Your Software in Jug Master

There are a number of expectations about how your software should operate. For example, it should exit with status zero in order for the job to be marked as complete.

These sorts of details are described in the following sections.

Packaging Software

You can package your software in a tar (or zip or tgz or tar.gz). If you have access to a shared filesystem from all worker nodes, you may also simply have your software package(s) pre-installed there. Your software package may optionally contain a subdirectory named "package". The contents of package that have special meaning to JugMaster are:


package
   install
   setup.sh
   commands

The install program is called once after unpacking the files into their own directory. The first command-line argument is the location of the unpacked files. The install script should make any changes to the installed files so that they will work from their present location.

The script setup.sh is sourced at runtime to load any environment variables (such as PATH and LD_LIBRARY_PATH) needed in order to run the software.
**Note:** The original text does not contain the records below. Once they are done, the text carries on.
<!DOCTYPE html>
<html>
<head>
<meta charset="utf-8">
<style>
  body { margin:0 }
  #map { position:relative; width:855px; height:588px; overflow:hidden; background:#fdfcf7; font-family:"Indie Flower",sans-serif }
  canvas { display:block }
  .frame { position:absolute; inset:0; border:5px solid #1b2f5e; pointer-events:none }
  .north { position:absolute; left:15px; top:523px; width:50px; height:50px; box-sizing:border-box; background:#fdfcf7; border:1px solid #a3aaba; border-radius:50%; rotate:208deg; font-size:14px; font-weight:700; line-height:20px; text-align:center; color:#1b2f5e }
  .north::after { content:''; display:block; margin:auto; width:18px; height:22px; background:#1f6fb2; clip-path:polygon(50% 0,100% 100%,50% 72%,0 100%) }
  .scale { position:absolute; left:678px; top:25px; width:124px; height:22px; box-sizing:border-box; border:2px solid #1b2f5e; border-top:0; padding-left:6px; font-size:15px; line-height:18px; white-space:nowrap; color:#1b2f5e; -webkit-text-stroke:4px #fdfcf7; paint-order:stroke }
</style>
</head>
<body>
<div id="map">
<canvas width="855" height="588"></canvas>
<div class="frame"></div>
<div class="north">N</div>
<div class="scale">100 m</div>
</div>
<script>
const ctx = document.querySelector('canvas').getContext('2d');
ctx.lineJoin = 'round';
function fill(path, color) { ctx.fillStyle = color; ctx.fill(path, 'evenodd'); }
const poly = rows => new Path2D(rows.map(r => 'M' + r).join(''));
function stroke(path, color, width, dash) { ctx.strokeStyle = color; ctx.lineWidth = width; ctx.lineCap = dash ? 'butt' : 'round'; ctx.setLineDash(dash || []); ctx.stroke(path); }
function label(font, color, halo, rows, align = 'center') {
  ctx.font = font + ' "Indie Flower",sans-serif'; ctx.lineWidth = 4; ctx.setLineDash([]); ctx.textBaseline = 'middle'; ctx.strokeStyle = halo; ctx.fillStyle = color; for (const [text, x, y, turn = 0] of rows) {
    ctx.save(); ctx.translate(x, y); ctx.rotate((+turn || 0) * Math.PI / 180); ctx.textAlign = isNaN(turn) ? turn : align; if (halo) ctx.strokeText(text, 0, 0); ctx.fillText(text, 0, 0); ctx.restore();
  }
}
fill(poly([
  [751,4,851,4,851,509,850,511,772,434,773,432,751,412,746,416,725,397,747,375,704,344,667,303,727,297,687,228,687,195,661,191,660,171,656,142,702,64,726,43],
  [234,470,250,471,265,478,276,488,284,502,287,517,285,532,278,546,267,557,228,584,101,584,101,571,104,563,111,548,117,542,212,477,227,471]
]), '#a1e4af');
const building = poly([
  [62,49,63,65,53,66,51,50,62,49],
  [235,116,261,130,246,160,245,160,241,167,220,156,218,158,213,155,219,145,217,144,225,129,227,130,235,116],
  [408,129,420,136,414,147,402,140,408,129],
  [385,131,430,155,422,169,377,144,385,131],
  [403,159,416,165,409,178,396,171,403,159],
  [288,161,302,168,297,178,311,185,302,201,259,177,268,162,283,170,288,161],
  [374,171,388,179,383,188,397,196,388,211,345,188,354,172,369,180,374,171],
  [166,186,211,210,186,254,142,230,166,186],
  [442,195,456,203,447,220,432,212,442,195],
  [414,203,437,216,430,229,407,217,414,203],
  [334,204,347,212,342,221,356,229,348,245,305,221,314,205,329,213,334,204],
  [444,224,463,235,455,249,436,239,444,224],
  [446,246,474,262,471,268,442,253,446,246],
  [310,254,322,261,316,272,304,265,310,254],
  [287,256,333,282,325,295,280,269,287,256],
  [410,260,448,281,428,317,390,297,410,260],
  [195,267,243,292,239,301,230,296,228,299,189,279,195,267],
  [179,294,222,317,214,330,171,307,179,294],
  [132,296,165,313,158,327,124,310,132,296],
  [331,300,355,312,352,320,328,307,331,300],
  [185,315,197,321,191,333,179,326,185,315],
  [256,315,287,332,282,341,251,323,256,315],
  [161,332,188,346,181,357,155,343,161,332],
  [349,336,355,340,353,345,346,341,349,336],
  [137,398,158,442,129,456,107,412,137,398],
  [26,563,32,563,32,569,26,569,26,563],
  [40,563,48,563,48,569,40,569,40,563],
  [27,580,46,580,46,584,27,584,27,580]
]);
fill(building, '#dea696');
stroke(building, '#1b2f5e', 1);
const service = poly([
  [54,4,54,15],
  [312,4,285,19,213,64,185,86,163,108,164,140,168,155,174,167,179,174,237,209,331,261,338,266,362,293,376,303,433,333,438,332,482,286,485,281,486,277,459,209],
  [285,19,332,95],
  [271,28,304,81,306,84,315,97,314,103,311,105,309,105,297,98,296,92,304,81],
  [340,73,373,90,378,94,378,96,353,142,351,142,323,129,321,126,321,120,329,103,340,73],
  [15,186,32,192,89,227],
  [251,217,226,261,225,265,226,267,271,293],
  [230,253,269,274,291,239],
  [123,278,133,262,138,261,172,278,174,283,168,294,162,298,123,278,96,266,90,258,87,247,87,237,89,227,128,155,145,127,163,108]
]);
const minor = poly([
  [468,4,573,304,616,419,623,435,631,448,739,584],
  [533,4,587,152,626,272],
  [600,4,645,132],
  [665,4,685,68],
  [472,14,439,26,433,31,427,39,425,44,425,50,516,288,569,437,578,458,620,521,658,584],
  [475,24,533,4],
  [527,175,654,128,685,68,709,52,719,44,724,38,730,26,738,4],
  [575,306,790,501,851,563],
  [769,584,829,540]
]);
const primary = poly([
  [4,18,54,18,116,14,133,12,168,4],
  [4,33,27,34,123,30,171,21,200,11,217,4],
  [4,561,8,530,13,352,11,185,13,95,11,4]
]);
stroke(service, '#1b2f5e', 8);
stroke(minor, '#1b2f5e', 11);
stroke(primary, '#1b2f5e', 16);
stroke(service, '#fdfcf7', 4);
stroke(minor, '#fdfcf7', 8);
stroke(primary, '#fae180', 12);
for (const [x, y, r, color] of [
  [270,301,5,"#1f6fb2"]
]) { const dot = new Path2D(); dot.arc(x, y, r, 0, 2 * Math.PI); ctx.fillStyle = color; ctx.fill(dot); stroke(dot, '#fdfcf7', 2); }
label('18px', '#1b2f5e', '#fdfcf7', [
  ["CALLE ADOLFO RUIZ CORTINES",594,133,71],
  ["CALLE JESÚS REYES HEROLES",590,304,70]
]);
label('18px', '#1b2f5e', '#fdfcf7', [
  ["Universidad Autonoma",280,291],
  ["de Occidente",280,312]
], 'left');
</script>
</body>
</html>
The first argument to this script is the location of the installed package, just like the argument to install. The working directory, when the script is called, will be the job's runtime directory.

The commands file lists the commands that should be run by JugWorker when running a job that uses this software. This frees the user from having to specify run_command or whatever other command types that you define in the package/commands file. The format of the file is a list of key=value pairs. Example:

run_command = my_run_command
stage_out_command = my_stage_out_command

Any $1 in the command will be replaced by the software installation path.

Note that the entire package directory is optional. However, without at least setup.sh or commands, it would be difficult to make use of a software package that is not pre-installed, since it is placed at a location that is not known in advance.

Example

A typical software package has the following directory layout:


package
  setup.sh
bin
  my_program
lib
  my_lib.so

The setup script would need to setup PATH and LD_LIBRARY_PATH like this:


PATH=$1/bin:$PATH
export PATH
LD_LIBRARY_PATH=$1/lib:$LD_LIBRARY_PATH
export LD_LIBRARY_PATH

See also the section on File Attributes, since some of these affect how software is managed.

Working Directory and Environment

Before your job starts, a fresh working directory is created for it. This will be the current working directory when the job is started. Any input files specified in the job description will have been copied into this directory as well.

The environment for the job is set up from the job description and also by sourcing all setup.sh scripts for the job's software packages. The environment of JugWorker is also inherited by the job.

Executable

The command that is run to start your job is expected to be stored in the environment variable JUG_RUN. By default, this has a value of jug_run.

You may also perform some operation at stage-in or stage-out time. The commands to execute should be specified in JUG_STAGE_IN and JUG_STAGE_OUT. The advantage of doing file movement here rather than in the execution step is that the file movement can be done alongside the running of another job.

Output

Output files to be stored by JugMaster should be placed in a directory named output in your job's working directory. Subdirectories of output are permitted as well.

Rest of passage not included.